Hello all! I haven't posted on here in a while, but that is a good thing because I haven't had a very serious panic attack in two months! There have been a couple of close calls, and I deal with my anxiety every day, but other than that life is going well.
I have been dieting, have quit smoking for two months now, and there's only one obstacle I find myself unable to cross: exercise.
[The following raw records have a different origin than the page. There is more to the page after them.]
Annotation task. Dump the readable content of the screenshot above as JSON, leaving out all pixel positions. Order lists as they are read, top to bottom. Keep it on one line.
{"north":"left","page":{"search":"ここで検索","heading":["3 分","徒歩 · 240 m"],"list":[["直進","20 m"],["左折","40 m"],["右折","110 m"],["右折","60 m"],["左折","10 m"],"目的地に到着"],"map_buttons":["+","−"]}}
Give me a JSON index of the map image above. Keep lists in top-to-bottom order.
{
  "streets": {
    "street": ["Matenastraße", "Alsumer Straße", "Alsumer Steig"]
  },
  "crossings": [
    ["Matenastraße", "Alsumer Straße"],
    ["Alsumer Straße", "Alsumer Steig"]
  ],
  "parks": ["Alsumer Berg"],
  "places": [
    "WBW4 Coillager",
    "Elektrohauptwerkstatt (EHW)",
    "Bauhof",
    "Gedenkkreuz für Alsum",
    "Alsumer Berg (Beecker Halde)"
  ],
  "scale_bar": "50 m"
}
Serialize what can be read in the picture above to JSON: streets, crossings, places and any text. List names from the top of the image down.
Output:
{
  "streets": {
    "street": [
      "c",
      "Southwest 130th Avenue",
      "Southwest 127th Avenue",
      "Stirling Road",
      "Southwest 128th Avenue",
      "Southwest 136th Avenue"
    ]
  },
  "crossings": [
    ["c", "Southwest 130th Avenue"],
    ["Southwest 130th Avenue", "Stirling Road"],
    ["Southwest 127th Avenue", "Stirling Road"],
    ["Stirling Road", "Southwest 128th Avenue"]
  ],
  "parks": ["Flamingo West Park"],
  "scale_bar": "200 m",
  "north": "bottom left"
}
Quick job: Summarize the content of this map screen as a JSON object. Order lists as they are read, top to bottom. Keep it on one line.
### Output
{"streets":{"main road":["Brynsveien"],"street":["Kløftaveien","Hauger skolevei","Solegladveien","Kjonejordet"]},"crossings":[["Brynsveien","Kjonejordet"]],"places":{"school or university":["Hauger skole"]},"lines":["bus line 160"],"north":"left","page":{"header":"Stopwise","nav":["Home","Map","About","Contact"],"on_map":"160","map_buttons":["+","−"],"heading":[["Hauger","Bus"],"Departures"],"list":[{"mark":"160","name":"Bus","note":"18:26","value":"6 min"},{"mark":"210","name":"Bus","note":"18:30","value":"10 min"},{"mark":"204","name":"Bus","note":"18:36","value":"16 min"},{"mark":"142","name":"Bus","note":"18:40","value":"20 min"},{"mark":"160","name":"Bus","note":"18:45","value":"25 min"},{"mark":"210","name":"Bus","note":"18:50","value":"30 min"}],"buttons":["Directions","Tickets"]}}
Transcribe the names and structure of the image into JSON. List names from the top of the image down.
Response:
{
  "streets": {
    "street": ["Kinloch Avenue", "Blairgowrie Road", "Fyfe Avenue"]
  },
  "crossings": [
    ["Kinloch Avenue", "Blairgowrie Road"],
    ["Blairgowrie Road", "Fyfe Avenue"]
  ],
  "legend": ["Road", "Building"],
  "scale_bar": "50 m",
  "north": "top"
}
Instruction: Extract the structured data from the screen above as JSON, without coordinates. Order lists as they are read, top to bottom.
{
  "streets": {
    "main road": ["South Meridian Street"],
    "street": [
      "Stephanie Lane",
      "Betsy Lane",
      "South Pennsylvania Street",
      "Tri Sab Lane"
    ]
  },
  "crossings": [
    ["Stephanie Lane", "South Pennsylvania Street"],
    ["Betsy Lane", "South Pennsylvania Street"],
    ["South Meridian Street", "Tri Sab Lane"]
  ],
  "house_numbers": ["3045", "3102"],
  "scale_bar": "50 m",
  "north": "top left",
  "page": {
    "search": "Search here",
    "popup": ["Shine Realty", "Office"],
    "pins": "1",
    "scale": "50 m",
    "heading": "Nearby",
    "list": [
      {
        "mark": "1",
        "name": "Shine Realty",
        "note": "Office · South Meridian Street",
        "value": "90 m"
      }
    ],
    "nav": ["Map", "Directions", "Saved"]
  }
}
I joined a gym because I read all the amazing benefits of exercise for stress, depression, and anxiety. I started doing cardio and lifting, but I discovered that the key thing I worry about with my anxiety is the health of my heart.
So when my heart rate starts climbing, I start getting that same old dialogue between my anxiety and the rational part of my brain.
"Are you sure your heart can take this? Remember what happened last time you had a panic attack?"
"I'll be fine. The doctor said I am okay to exercise and my heart is just fine. Stop it."
"Yes but, you never know. Something might go wrong. You might work your heart too hard and IT'LL EXPLODE OR SOMETHING!"
"....Really? Oh crap..."
So is it a fear of exercise or a fear of a rapid heart rate? This is what I'm trying to figure out, and I hope my fellow Panic Survivors can help me out with this issue. My logic knows exercise is good for me and my anxiety, but my anxiety seems to have convinced me otherwise. Thank you all.